[Dataset entries]
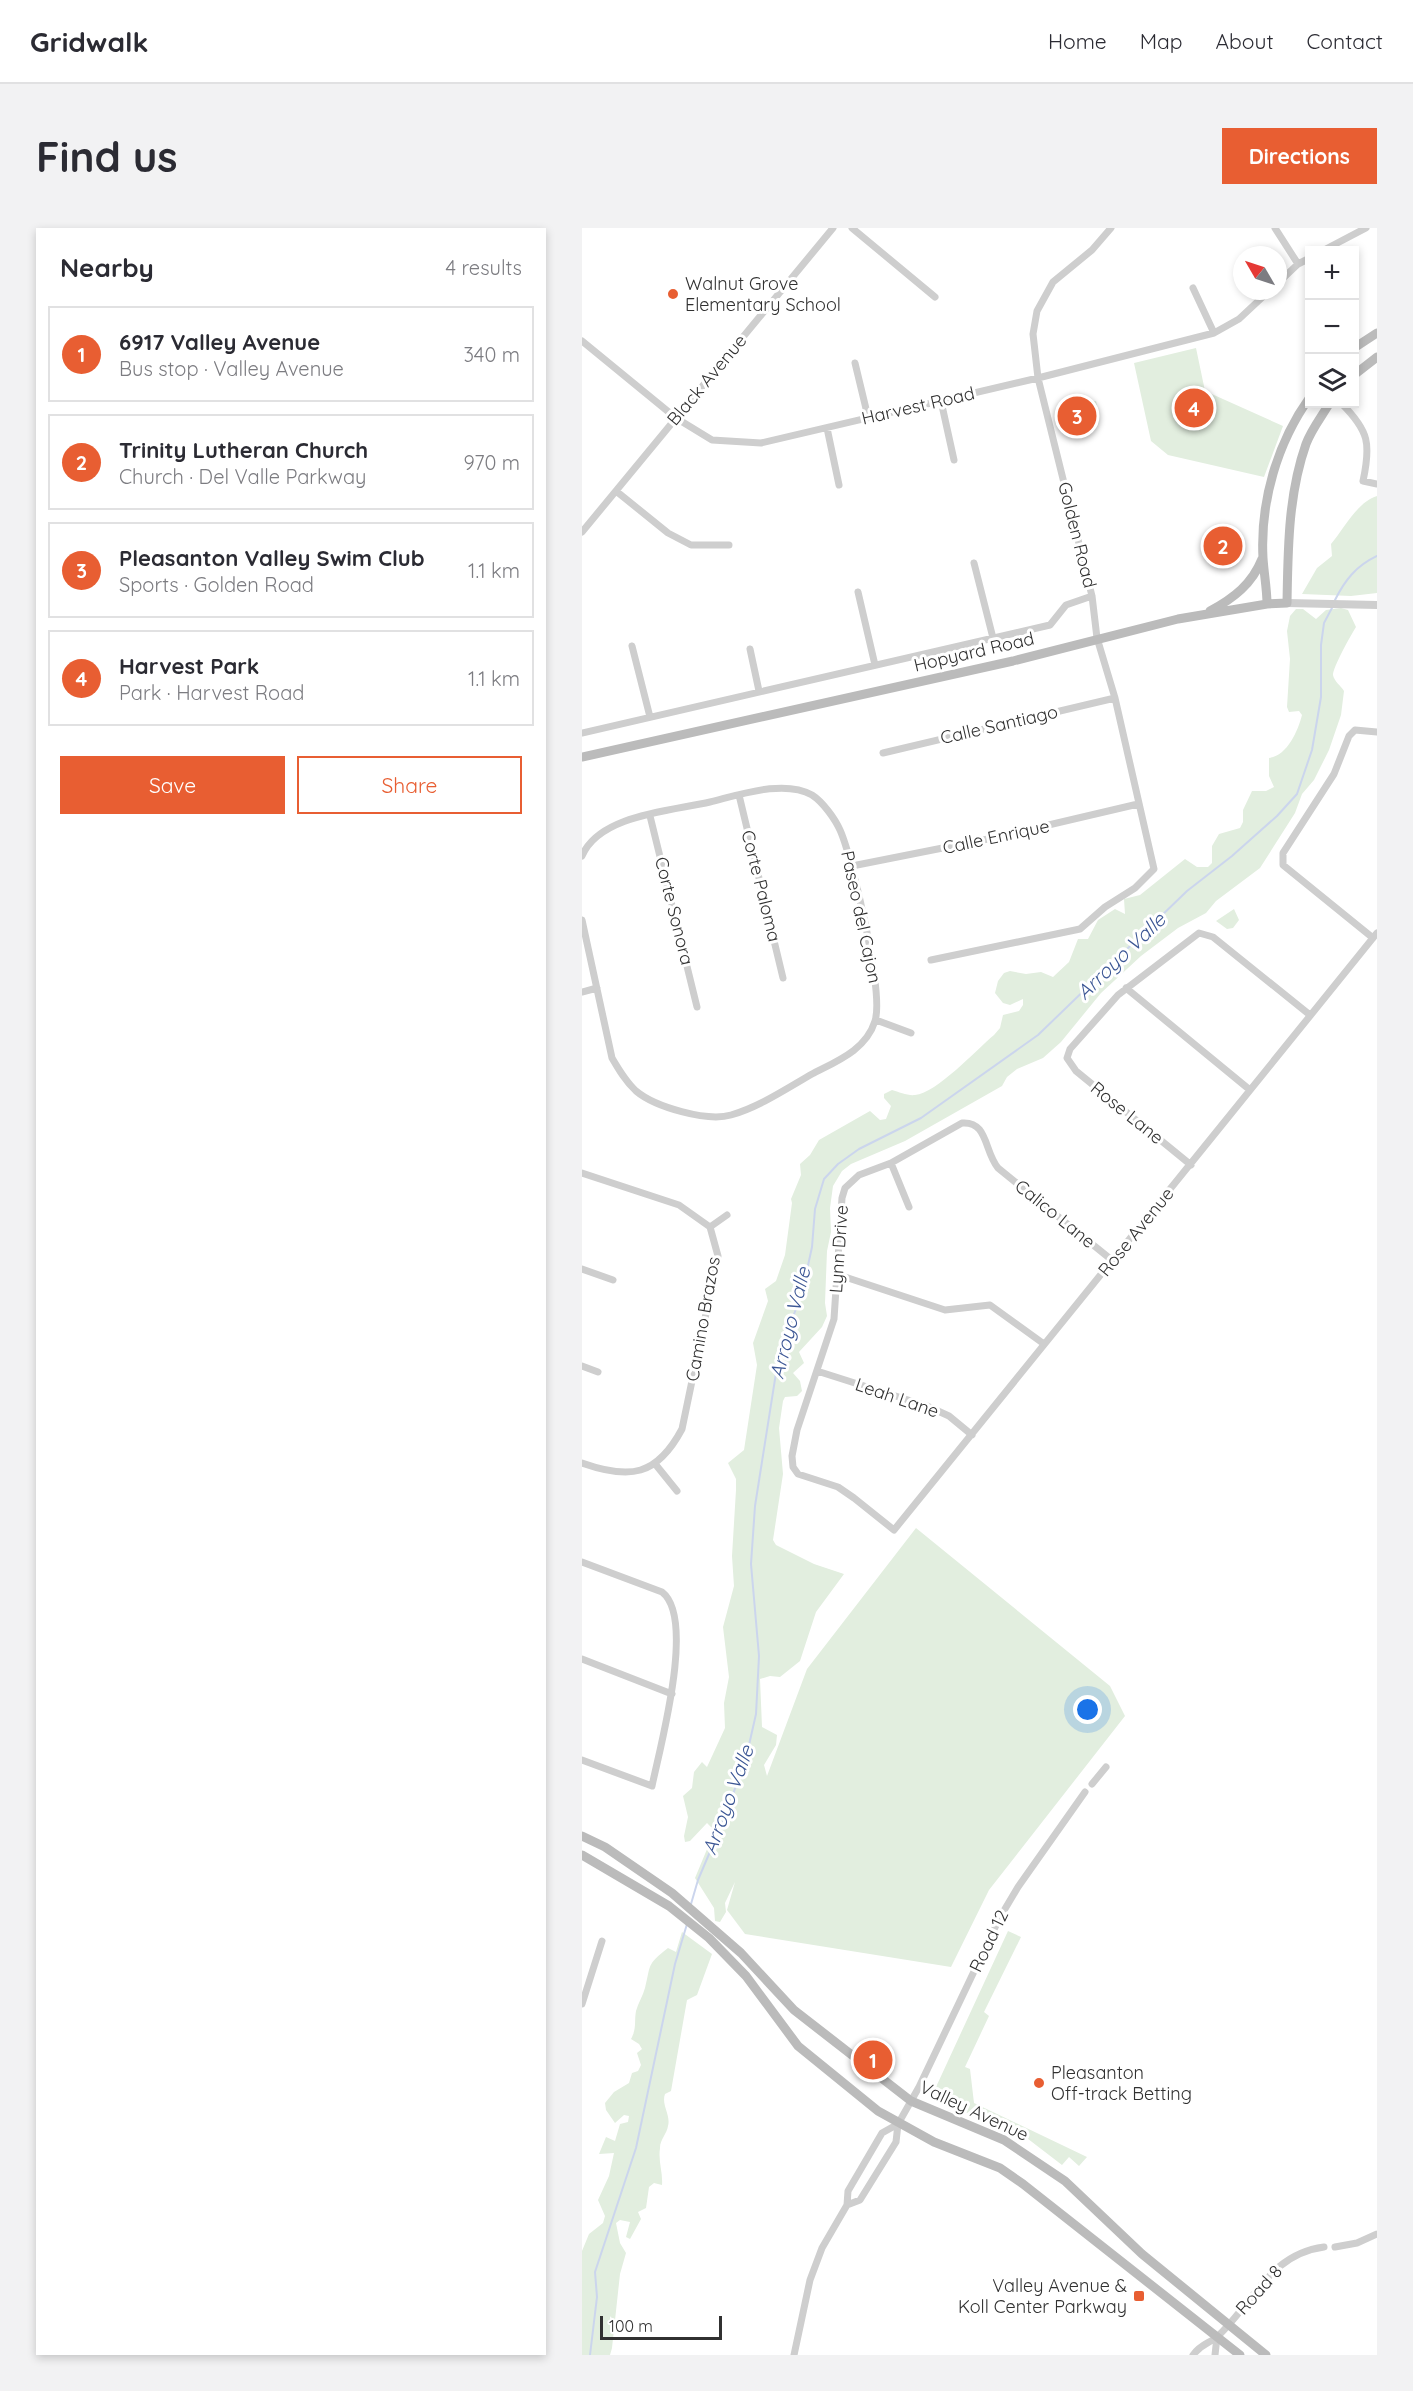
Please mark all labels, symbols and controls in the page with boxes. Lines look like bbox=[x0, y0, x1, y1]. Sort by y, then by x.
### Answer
text: Gridwalk bbox=[30, 24, 149, 59]
text: Home bbox=[1048, 28, 1107, 54]
text: Map bbox=[1140, 28, 1183, 54]
text: About bbox=[1216, 28, 1274, 54]
text: Contact bbox=[1307, 28, 1383, 54]
button: Directions bbox=[1222, 128, 1377, 184]
text: Find us bbox=[36, 130, 178, 183]
north arrow bbox=[1233, 246, 1287, 300]
map controls bbox=[1305, 246, 1359, 408]
button: + bbox=[1305, 246, 1359, 300]
text: Nearby bbox=[60, 251, 154, 284]
text: 4 results bbox=[446, 255, 522, 280]
place label: Walnut Grove Elementary School bbox=[685, 272, 841, 316]
marker: Walnut Grove Elementary School bbox=[666, 287, 680, 301]
button: − bbox=[1305, 300, 1359, 354]
text: 6917 Valley Avenue bbox=[119, 328, 320, 356]
street label: Black Avenue bbox=[662, 329, 751, 430]
text: 1 bbox=[78, 342, 85, 367]
text: 340 m bbox=[463, 342, 520, 367]
button: layers bbox=[1305, 354, 1359, 408]
text: Bus stop · Valley Avenue bbox=[119, 356, 344, 381]
street label: Harvest Road bbox=[859, 381, 977, 430]
pin: 4 bbox=[1174, 386, 1214, 430]
pin: 3 bbox=[1058, 394, 1096, 438]
text: Trinity Lutheran Church bbox=[119, 436, 368, 464]
text: 2 bbox=[76, 450, 87, 475]
text: 970 m bbox=[464, 450, 520, 475]
text: Church · Del Valle Parkway bbox=[119, 464, 366, 489]
street label: Golden Road bbox=[1053, 480, 1102, 590]
pin: 2 bbox=[1204, 524, 1242, 568]
text: Pleasanton Valley Swim Club bbox=[119, 544, 425, 572]
text: 3 bbox=[76, 558, 87, 583]
text: 1.1 km bbox=[468, 558, 520, 583]
text: Sports · Golden Road bbox=[119, 572, 314, 597]
street label: Hopyard Road bbox=[911, 626, 1036, 677]
text: Harvest Park bbox=[119, 652, 259, 680]
text: 4 bbox=[76, 666, 87, 691]
text: 1.1 km bbox=[468, 666, 520, 691]
text: Park · Harvest Road bbox=[119, 680, 304, 705]
street label: Calle Santiago bbox=[938, 700, 1060, 749]
button: Save bbox=[60, 756, 285, 814]
button: Share bbox=[297, 756, 522, 814]
street label: Calle Enrique bbox=[940, 814, 1051, 859]
street label: Corte Paloma bbox=[736, 828, 786, 944]
street label: Paseo del Cajon bbox=[836, 849, 887, 985]
street label: Corte Sonora bbox=[650, 854, 699, 967]
water label: Arroyo Valle bbox=[1071, 906, 1171, 1004]
street label: Rose Lane bbox=[1086, 1076, 1169, 1149]
street label: Calico Lane bbox=[1010, 1174, 1100, 1253]
street label: Rose Avenue bbox=[1093, 1183, 1179, 1281]
street label: Lynn Drive bbox=[824, 1204, 853, 1294]
street label: Camino Brazos bbox=[680, 1255, 725, 1383]
water label: Arroyo Valle bbox=[764, 1264, 816, 1381]
street label: Leah Lane bbox=[852, 1373, 942, 1423]
your location bbox=[1073, 1695, 1102, 1724]
water label: Arroyo Valle bbox=[696, 1741, 759, 1858]
street label: Road 12 bbox=[964, 1906, 1013, 1976]
pin: 1 bbox=[854, 2038, 892, 2082]
place label: Pleasanton Off-track Betting bbox=[1051, 2061, 1192, 2105]
street label: Valley Avenue bbox=[916, 2075, 1032, 2146]
marker: Pleasanton Off-track Betting bbox=[1032, 2076, 1046, 2090]
street label: Road 8 bbox=[1230, 2260, 1287, 2319]
place label: Valley Avenue & Koll Center Parkway bbox=[958, 2274, 1127, 2318]
marker: Valley Avenue & Koll Center Parkway bbox=[1132, 2289, 1146, 2303]
scale bar bbox=[600, 2313, 722, 2340]
text: 100 m bbox=[609, 2316, 653, 2336]

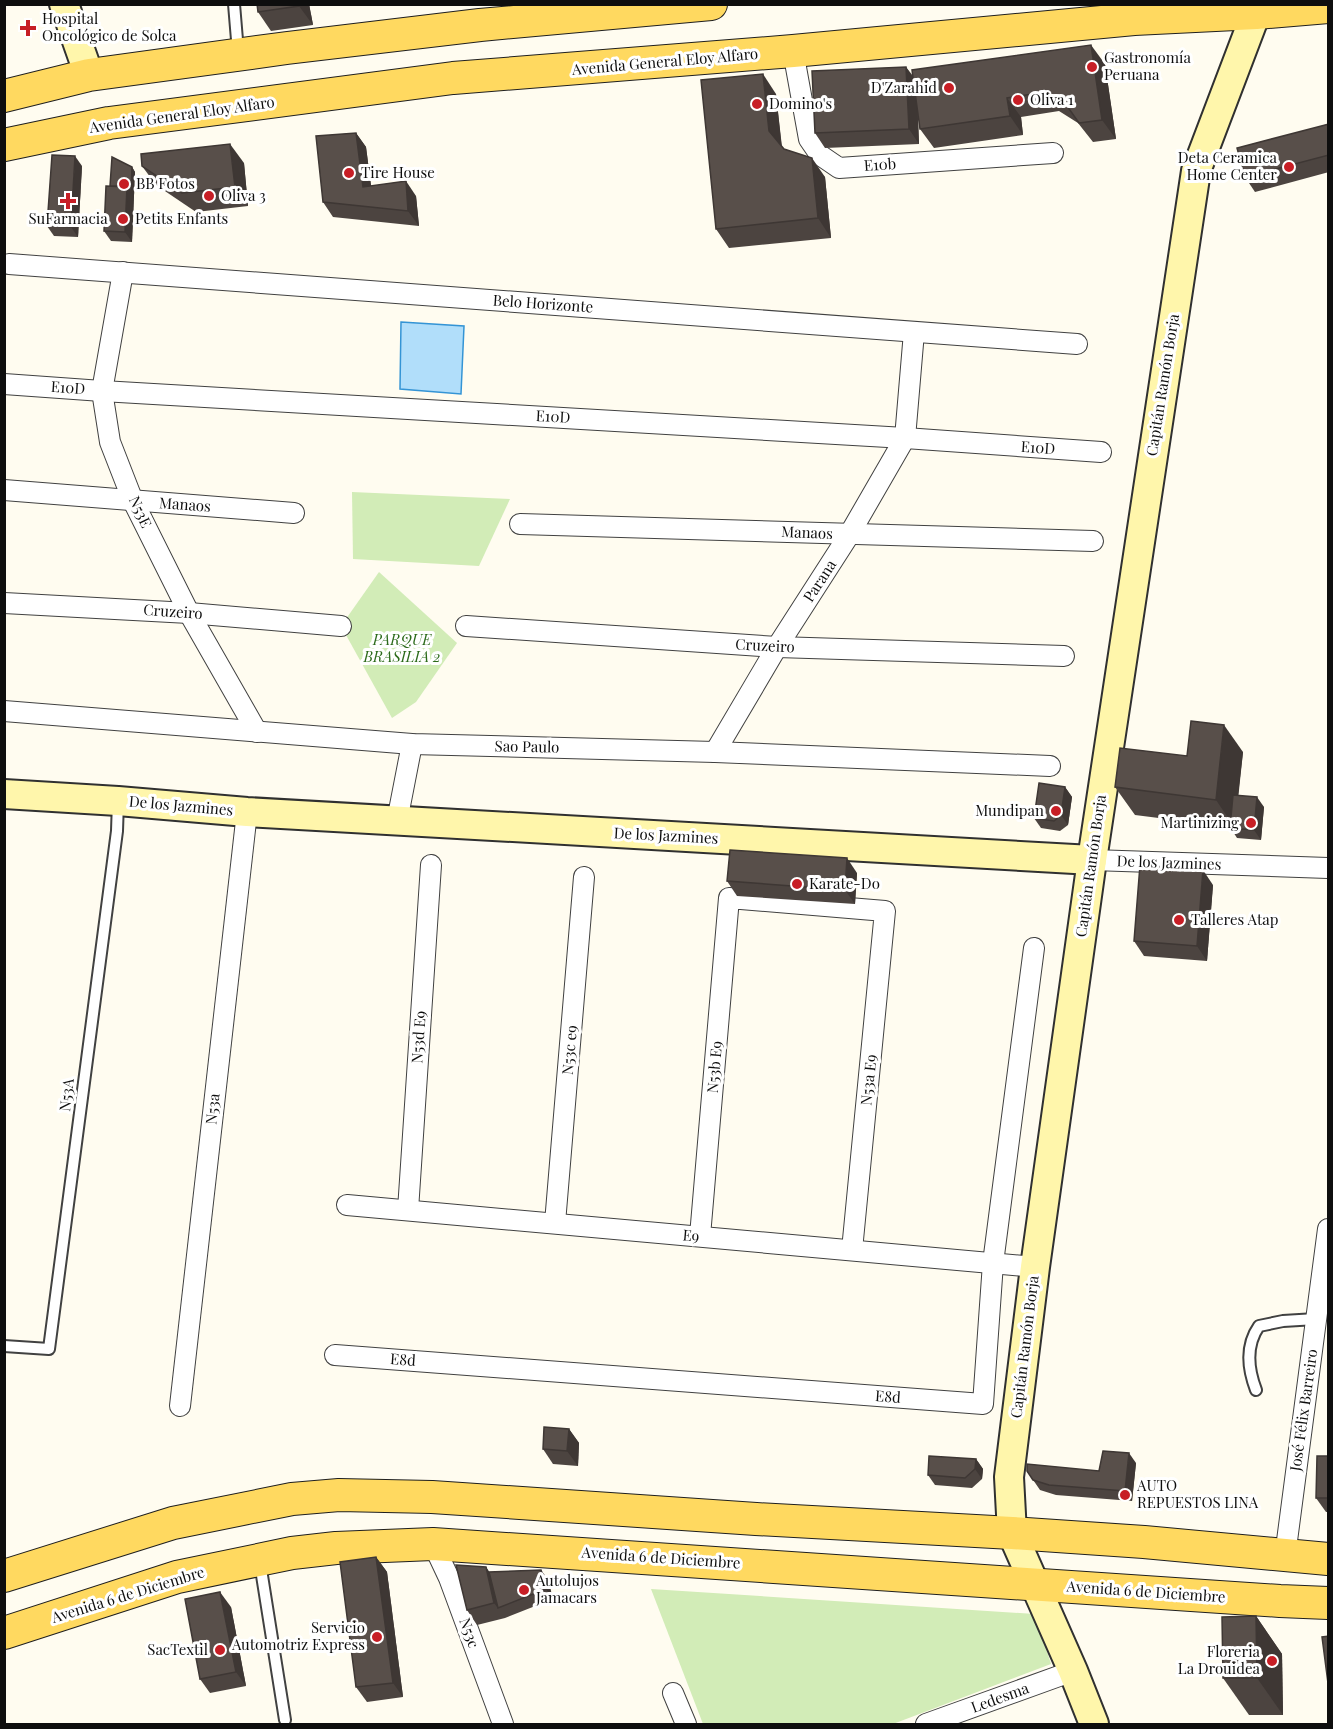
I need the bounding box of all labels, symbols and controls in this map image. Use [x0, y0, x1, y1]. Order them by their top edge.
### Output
place label: Hospital Oncológico de Solca [42, 8, 177, 45]
marker: Hospital Oncológico de Solca [19, 19, 37, 37]
street label: Avenida General Eloy Alfaro [570, 43, 759, 79]
place label: Gastronomía Peruana [1104, 47, 1191, 84]
marker: Gastronomía Peruana [1085, 60, 1099, 74]
place label: D'Zarahid [871, 77, 937, 97]
marker: D'Zarahid [942, 81, 956, 95]
place label: Oliva 1 [1030, 89, 1074, 109]
street label: Avenida General Eloy Alfaro [87, 91, 276, 137]
place label: Domino's [769, 93, 832, 113]
marker: Oliva 1 [1011, 93, 1025, 107]
marker: Domino's [750, 97, 764, 111]
place label: Deta Ceramica Home Center [1178, 147, 1278, 184]
street label: E10b [863, 153, 897, 175]
marker: Deta Ceramica Home Center [1282, 160, 1296, 174]
place label: Tire House [361, 162, 435, 182]
marker: Tire House [342, 166, 356, 180]
place label: BB Fotos [136, 173, 195, 193]
marker: BB Fotos [117, 177, 131, 191]
place label: Oliva 3 [221, 185, 266, 205]
marker: Oliva 3 [202, 189, 216, 203]
marker: SuFarmacia [61, 194, 75, 208]
place label: SuFarmacia [28, 208, 108, 228]
place label: Petits Enfants [135, 208, 228, 228]
marker: Petits Enfants [116, 212, 130, 226]
street label: Belo Horizonte [492, 290, 594, 316]
street label: Capitán Ramón Borja [1141, 312, 1183, 457]
street label: E10D [50, 376, 86, 398]
street label: E10D [535, 405, 571, 427]
street label: E10D [1020, 436, 1056, 458]
street label: Manaos [159, 492, 212, 516]
street label: N53E [125, 493, 157, 531]
street label: Manaos [781, 521, 833, 543]
street label: Parana [798, 555, 841, 605]
street label: Cruzeiro [143, 599, 203, 623]
park label: PARQUE BRASILIA 2 [363, 629, 440, 666]
street label: Cruzeiro [735, 633, 795, 657]
street label: Sao Paulo [494, 735, 560, 757]
street label: De los Jazmines [128, 790, 234, 820]
street label: Capitán Ramón Borja [1070, 793, 1110, 938]
place label: Mundipan [975, 800, 1044, 820]
marker: Mundipan [1049, 804, 1063, 818]
place label: Martinizing [1161, 812, 1239, 832]
marker: Martinizing [1244, 816, 1258, 830]
street label: De los Jazmines [613, 822, 719, 848]
street label: De los Jazmines [1116, 850, 1222, 874]
place label: Karate-Do [809, 873, 880, 893]
marker: Karate-Do [790, 877, 804, 891]
place label: Talleres Atap [1191, 909, 1279, 929]
marker: Talleres Atap [1172, 913, 1186, 927]
street label: N53d E9 [406, 1010, 430, 1064]
street label: N53c e9 [557, 1024, 581, 1076]
street label: N53b E9 [702, 1040, 726, 1094]
street label: N53a E9 [855, 1053, 881, 1106]
street label: N53A [54, 1077, 78, 1112]
street label: N53a [200, 1092, 224, 1125]
street label: E9 [682, 1224, 700, 1246]
street label: Capitán Ramón Borja [1005, 1274, 1043, 1419]
street label: E8d [390, 1348, 417, 1370]
street label: José Félix Barreiro [1284, 1348, 1321, 1473]
street label: E8d [875, 1385, 902, 1407]
place label: AUTO REPUESTOS LINA [1136, 1475, 1259, 1512]
marker: AUTO REPUESTOS LINA [1118, 1488, 1132, 1502]
street label: Avenida 6 de Diciembre [580, 1541, 741, 1573]
street label: Avenida 6 de Diciembre [48, 1561, 207, 1627]
place label: Autolujos Jamacars [535, 1570, 599, 1607]
street label: Avenida 6 de Diciembre [1065, 1575, 1226, 1607]
marker: Autolujos Jamacars [517, 1583, 531, 1597]
street label: N53c [455, 1615, 485, 1651]
place label: Servicio Automotriz Express [231, 1617, 365, 1654]
marker: Servicio Automotriz Express [370, 1630, 384, 1644]
place label: SacTextil [147, 1639, 208, 1659]
place label: Floreria La Drouidea [1178, 1641, 1261, 1678]
marker: SacTextil [213, 1643, 227, 1657]
marker: Floreria La Drouidea [1265, 1654, 1279, 1668]
street label: Ledesma [968, 1677, 1032, 1717]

**EXERCISE INSTRUCTIONS**
Go line by line through the data, copying each one that contains the word "Koll".

**OUTPUT BELOW**
place label: Valley Avenue & Koll Center Parkway bbox=[958, 2274, 1127, 2318]
marker: Valley Avenue & Koll Center Parkway bbox=[1132, 2289, 1146, 2303]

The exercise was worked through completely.